Source records:
===============

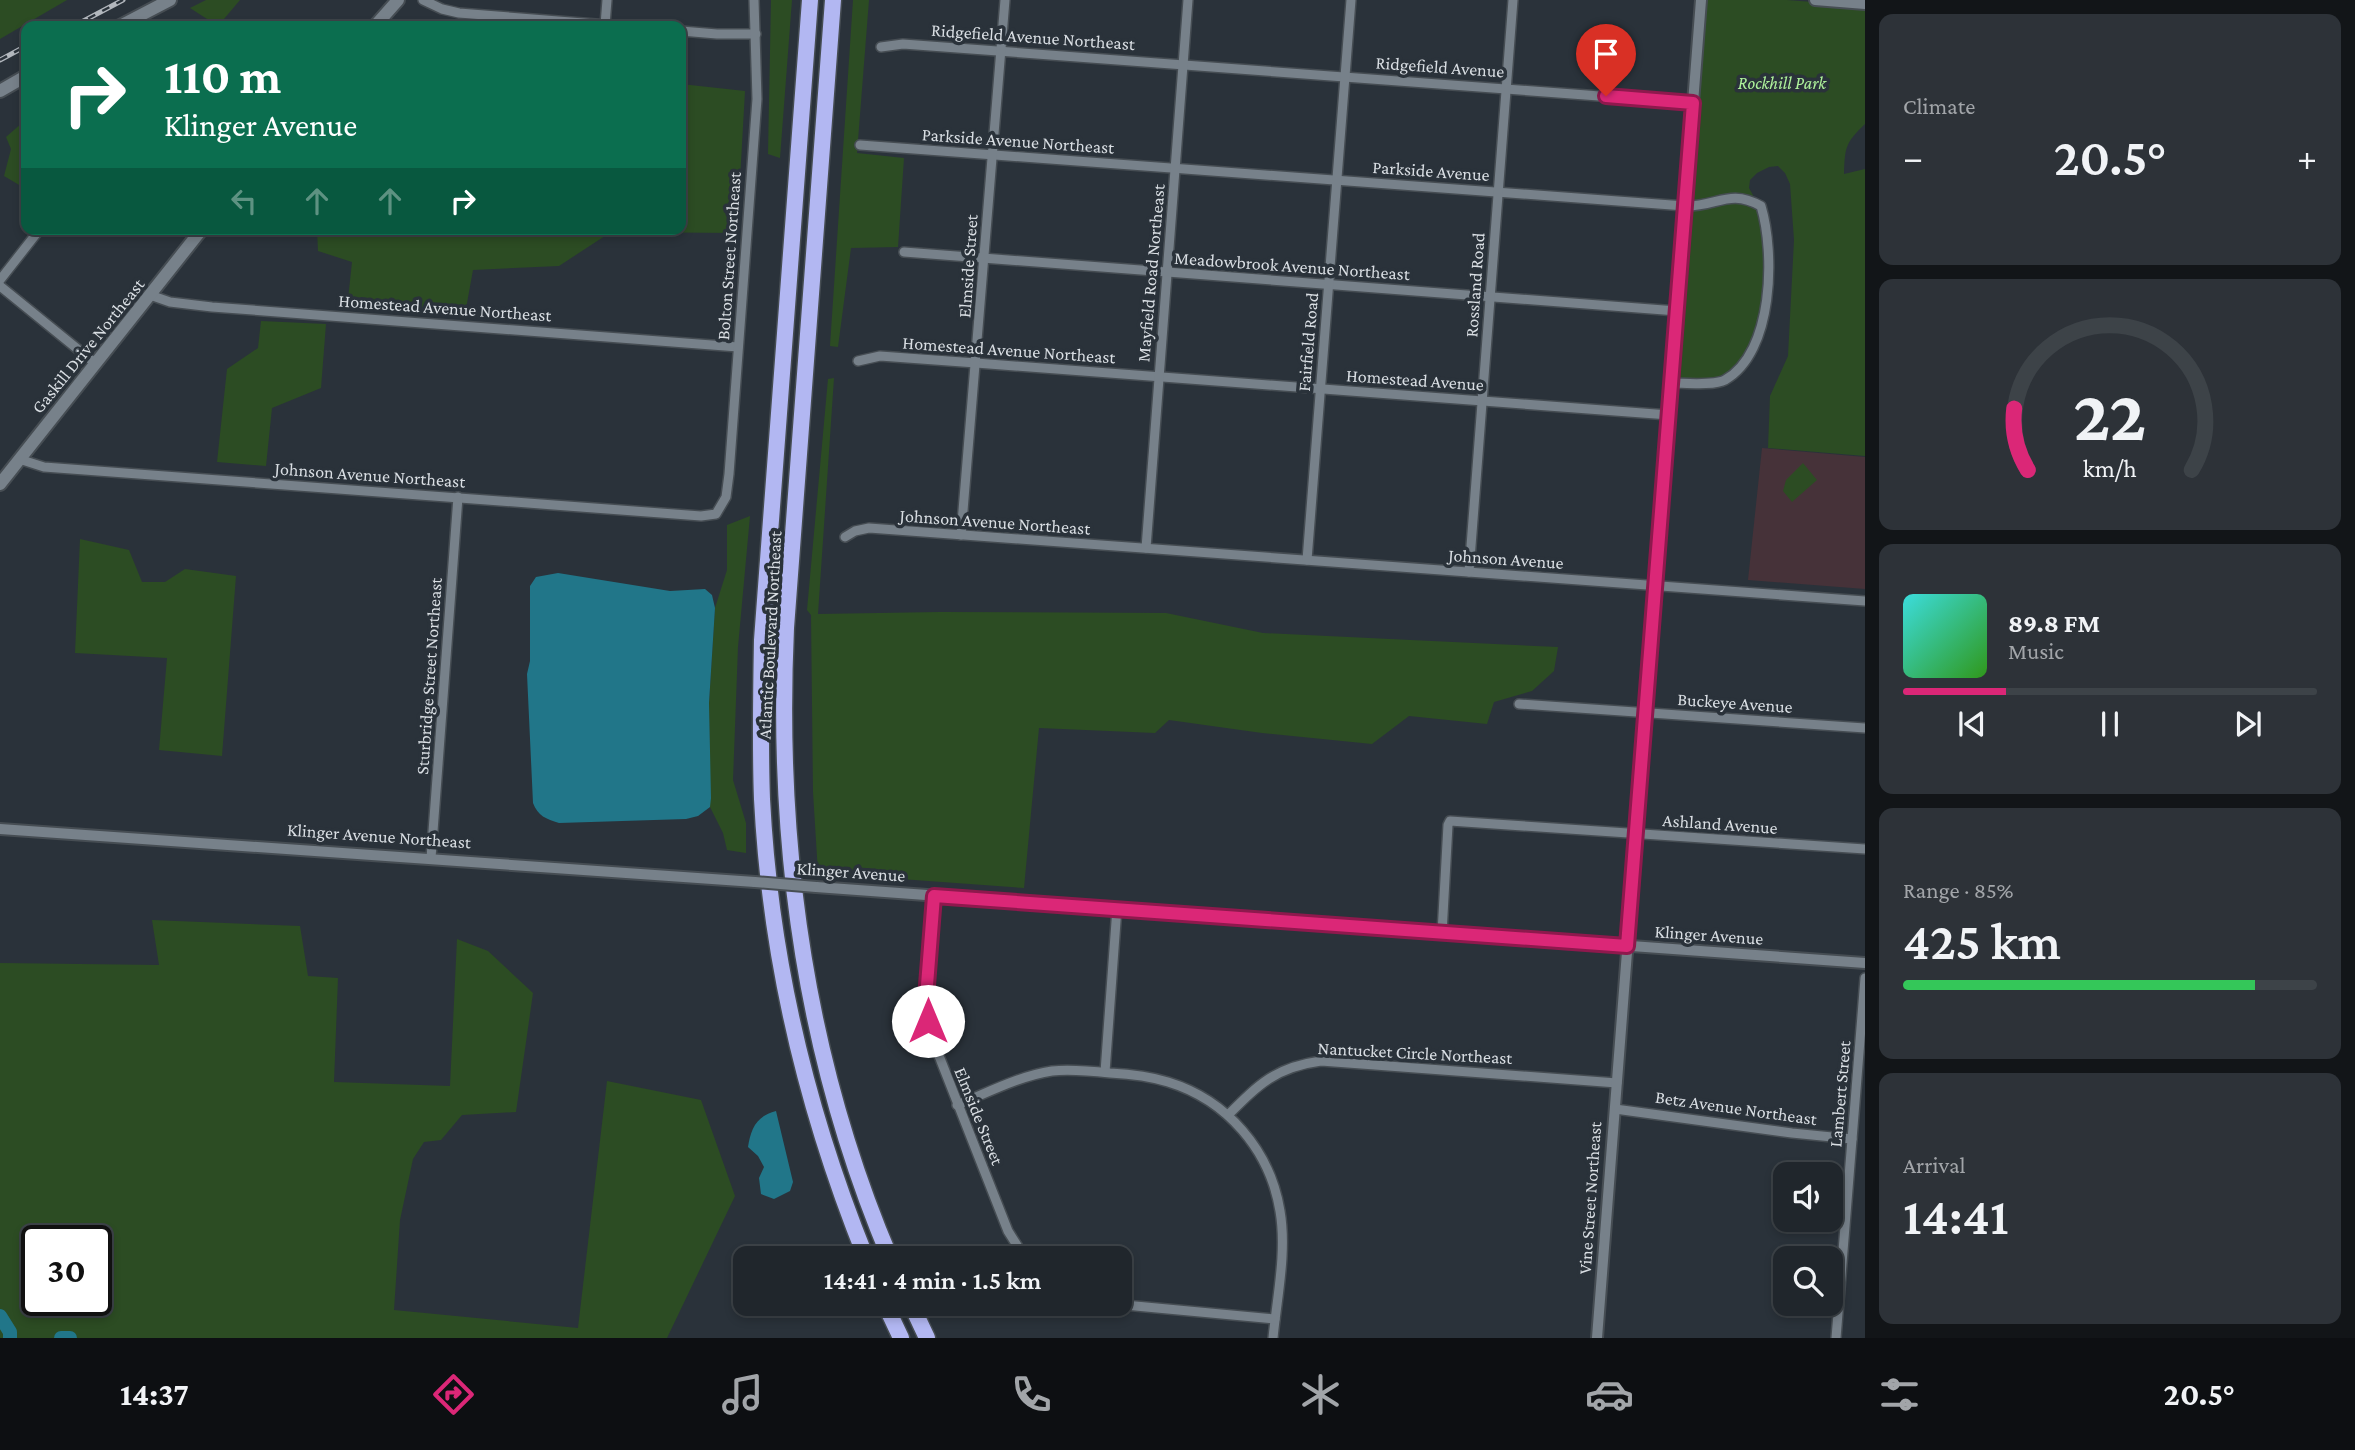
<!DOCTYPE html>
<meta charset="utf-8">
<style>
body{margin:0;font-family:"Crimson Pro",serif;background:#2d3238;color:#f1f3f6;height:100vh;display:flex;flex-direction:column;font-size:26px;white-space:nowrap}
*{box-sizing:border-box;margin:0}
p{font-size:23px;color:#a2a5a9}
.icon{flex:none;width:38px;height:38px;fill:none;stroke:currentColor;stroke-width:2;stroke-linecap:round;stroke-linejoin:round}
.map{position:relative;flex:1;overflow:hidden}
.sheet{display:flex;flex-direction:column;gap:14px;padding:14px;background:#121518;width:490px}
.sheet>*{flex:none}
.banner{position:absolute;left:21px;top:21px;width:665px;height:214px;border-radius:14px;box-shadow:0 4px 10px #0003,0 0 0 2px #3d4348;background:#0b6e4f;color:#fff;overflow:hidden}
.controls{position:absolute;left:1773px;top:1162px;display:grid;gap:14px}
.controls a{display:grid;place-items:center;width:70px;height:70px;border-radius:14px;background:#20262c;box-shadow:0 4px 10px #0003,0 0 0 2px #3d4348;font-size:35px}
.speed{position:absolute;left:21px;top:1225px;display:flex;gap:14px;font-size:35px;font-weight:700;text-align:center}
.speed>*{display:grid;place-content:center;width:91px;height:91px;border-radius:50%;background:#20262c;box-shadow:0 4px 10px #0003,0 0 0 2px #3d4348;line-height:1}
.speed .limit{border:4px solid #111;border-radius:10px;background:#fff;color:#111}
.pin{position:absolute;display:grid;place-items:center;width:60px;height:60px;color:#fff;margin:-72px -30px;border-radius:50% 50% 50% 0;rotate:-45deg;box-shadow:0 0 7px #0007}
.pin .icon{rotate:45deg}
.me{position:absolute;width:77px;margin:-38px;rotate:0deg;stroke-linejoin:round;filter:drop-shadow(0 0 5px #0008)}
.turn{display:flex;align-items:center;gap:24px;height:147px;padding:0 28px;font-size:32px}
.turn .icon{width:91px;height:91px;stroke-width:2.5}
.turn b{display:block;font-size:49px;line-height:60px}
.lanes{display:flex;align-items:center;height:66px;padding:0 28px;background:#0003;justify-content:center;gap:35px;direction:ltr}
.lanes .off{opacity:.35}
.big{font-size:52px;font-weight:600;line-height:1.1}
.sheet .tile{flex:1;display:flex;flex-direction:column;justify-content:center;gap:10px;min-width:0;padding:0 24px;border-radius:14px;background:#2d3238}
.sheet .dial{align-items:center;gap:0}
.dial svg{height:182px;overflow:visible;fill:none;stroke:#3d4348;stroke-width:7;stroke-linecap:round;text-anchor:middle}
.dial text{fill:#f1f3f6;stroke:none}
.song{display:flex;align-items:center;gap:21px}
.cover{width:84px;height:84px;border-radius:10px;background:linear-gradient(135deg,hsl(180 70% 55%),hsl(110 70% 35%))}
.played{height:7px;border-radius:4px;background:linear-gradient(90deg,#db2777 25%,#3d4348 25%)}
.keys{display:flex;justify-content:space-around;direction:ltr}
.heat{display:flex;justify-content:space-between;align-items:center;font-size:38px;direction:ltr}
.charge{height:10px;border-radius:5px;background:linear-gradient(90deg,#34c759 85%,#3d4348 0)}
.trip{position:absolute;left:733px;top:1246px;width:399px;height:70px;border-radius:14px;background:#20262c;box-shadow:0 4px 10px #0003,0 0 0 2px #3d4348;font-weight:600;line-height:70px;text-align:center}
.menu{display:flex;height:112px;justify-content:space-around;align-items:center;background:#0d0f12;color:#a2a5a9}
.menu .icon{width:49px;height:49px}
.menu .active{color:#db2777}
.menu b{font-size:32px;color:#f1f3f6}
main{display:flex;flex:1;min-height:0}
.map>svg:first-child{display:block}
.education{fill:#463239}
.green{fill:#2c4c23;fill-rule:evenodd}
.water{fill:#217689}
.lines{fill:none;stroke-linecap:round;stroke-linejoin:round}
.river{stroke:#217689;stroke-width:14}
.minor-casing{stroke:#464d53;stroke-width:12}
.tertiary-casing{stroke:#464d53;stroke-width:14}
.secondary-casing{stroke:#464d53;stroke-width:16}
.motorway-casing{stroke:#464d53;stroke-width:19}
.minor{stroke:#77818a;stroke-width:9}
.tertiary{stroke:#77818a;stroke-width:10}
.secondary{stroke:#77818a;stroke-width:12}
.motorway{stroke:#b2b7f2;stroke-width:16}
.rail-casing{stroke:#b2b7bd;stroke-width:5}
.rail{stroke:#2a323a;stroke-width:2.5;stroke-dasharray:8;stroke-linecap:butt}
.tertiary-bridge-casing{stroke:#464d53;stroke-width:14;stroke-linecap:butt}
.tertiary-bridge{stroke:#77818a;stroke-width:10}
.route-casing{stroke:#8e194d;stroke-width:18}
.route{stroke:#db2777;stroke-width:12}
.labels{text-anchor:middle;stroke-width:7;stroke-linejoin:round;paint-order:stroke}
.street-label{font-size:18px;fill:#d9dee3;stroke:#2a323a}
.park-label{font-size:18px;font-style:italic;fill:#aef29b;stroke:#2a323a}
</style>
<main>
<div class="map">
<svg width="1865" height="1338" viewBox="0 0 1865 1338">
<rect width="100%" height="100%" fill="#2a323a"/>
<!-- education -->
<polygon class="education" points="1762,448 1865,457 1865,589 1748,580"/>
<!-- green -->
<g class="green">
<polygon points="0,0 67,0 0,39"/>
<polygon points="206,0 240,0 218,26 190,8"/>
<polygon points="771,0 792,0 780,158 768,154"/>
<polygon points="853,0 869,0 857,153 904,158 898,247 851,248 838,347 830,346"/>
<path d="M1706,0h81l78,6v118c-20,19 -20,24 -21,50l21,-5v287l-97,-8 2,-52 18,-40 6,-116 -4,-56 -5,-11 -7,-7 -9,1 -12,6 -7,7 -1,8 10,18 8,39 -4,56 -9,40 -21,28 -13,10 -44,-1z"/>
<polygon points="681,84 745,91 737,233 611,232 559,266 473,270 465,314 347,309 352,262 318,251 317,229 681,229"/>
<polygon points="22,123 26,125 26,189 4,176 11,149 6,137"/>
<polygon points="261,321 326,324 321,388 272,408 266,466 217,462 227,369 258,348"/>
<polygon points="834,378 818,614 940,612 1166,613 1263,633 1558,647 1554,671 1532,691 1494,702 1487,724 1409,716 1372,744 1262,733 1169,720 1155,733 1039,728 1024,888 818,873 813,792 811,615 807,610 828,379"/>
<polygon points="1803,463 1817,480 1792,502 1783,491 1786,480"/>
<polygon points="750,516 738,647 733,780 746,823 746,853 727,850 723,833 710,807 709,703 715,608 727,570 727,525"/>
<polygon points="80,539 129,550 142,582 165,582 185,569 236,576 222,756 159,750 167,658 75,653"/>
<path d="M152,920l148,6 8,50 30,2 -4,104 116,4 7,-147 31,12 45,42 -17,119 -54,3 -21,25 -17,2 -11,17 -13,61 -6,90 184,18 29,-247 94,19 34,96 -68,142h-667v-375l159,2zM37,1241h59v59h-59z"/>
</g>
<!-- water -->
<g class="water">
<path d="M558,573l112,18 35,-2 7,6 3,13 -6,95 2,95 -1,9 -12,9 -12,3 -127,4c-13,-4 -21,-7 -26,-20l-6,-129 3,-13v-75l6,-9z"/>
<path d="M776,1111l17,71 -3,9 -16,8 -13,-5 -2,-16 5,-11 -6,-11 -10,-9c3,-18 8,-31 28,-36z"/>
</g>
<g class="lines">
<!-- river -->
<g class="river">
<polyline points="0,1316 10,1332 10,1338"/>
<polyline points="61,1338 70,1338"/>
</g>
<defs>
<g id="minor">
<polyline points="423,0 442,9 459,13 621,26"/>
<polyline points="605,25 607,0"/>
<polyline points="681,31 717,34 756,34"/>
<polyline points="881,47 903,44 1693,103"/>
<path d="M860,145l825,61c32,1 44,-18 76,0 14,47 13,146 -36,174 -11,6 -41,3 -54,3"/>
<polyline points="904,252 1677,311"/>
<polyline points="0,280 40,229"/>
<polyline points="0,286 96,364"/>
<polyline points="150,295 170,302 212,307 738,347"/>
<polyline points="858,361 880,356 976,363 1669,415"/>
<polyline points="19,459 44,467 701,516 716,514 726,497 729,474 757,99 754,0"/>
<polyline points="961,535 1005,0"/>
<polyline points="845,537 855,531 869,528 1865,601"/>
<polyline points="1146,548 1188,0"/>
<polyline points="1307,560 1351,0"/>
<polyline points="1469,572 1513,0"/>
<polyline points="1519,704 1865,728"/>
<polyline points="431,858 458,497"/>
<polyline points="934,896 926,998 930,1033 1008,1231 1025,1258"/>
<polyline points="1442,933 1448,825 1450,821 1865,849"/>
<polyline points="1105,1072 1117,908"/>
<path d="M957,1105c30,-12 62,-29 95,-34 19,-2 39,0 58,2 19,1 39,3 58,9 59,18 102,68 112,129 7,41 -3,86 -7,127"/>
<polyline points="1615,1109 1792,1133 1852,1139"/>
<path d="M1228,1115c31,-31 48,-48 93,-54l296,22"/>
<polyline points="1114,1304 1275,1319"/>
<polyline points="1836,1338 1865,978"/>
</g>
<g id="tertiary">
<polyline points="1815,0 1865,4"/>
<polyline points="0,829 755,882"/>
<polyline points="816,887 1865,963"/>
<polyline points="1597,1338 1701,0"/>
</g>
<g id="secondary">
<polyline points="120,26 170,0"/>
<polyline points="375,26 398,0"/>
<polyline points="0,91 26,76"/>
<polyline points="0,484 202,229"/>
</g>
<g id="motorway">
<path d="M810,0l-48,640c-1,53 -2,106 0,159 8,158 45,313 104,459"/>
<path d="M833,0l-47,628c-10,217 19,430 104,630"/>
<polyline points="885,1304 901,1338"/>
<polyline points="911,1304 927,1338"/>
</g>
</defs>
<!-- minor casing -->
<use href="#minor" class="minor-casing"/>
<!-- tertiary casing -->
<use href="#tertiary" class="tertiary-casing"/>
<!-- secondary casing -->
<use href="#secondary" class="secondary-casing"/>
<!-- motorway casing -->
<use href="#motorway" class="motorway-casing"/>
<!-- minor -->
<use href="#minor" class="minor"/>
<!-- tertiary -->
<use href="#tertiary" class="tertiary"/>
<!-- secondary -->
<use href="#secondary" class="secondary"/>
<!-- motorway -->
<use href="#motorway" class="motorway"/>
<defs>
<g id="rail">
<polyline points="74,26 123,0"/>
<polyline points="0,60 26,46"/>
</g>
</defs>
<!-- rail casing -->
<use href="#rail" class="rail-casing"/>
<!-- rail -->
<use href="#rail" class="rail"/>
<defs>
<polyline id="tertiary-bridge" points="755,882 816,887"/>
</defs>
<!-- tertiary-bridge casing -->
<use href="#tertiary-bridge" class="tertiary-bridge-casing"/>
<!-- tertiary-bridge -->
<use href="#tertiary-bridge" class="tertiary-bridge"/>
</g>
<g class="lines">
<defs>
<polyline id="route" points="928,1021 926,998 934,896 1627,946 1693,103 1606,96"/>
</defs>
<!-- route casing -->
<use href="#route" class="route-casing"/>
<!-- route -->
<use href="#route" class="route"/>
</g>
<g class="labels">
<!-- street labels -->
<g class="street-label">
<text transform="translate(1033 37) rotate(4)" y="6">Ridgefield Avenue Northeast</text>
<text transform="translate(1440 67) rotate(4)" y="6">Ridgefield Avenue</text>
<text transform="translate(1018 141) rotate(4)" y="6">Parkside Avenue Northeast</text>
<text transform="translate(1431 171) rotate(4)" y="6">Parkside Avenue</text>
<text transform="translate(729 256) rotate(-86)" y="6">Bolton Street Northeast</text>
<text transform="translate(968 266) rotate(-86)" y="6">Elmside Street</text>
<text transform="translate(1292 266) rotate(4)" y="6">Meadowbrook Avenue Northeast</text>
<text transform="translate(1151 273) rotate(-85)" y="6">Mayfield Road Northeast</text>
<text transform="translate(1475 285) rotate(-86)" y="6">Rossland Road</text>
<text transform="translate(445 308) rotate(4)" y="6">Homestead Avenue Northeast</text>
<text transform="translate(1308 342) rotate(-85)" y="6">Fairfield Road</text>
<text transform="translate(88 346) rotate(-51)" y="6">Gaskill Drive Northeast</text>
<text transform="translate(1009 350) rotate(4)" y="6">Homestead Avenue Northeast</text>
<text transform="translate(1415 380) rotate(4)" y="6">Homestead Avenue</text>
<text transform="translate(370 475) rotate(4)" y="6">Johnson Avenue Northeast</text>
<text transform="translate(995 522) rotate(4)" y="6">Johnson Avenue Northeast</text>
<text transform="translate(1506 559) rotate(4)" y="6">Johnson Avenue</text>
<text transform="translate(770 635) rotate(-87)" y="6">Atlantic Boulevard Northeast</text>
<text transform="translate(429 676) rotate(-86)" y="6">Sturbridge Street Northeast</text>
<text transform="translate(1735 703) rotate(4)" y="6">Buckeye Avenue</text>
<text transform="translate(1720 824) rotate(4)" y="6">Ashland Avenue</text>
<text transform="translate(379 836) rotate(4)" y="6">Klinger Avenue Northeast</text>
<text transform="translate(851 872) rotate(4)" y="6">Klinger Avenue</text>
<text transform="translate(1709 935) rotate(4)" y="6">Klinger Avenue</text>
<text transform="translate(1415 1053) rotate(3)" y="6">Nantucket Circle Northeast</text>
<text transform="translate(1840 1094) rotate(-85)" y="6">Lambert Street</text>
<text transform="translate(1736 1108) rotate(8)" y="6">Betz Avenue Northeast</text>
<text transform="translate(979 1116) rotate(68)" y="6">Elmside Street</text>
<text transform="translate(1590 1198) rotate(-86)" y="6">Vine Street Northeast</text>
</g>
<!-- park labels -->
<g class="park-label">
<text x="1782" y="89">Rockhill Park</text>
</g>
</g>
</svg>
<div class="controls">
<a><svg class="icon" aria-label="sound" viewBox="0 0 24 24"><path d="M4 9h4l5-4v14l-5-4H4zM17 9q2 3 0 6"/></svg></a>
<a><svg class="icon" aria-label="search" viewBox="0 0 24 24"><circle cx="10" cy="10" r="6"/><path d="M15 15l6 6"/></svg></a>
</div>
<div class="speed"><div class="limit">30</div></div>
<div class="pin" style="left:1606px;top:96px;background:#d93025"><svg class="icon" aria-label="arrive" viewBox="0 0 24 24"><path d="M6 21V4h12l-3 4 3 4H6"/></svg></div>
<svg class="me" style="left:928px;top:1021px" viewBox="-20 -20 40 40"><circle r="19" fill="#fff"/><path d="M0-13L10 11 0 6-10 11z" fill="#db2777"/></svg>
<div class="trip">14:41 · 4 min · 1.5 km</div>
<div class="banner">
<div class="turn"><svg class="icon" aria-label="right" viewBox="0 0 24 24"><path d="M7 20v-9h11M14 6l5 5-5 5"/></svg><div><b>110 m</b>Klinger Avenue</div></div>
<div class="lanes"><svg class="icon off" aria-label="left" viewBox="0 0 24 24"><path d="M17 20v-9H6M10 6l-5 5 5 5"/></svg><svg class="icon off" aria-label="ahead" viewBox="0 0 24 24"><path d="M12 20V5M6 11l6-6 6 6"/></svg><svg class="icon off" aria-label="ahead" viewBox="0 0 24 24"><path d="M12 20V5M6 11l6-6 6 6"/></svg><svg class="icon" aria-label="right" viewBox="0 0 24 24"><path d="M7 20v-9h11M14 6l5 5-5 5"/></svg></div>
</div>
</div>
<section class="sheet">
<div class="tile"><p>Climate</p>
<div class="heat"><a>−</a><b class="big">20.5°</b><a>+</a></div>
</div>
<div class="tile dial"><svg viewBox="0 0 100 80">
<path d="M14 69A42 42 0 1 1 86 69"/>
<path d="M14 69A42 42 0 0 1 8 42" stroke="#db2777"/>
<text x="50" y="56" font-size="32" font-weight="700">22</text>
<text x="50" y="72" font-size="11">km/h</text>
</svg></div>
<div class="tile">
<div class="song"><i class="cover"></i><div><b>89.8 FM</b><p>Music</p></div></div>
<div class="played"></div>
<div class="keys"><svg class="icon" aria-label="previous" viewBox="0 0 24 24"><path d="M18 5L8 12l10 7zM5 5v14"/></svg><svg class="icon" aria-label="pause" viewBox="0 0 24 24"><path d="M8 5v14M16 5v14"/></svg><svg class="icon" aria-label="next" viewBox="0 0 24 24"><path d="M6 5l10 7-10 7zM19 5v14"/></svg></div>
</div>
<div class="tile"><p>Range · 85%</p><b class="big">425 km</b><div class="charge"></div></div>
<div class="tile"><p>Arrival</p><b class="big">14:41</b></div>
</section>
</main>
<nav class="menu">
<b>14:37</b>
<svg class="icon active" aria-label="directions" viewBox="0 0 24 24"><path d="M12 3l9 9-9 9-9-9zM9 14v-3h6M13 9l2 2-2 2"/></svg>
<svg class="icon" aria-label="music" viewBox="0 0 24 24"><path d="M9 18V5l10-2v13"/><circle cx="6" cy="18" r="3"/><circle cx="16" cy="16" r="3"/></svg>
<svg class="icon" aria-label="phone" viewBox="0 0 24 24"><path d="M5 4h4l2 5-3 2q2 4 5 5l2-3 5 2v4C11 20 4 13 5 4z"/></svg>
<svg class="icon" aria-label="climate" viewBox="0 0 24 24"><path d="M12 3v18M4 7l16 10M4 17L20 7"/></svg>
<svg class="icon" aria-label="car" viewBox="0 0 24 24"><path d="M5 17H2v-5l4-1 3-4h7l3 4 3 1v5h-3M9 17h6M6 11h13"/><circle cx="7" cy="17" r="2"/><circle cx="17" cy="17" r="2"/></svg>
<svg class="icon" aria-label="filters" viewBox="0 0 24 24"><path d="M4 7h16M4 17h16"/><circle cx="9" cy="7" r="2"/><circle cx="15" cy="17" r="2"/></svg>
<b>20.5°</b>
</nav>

===============

§ Problem description:
Filter the records above, keeping each line that contains the word "butt".

§ Answer section:
.rail{stroke:#2a323a;stroke-width:2.5;stroke-dasharray:8;stroke-linecap:butt}
.tertiary-bridge-casing{stroke:#464d53;stroke-width:14;stroke-linecap:butt}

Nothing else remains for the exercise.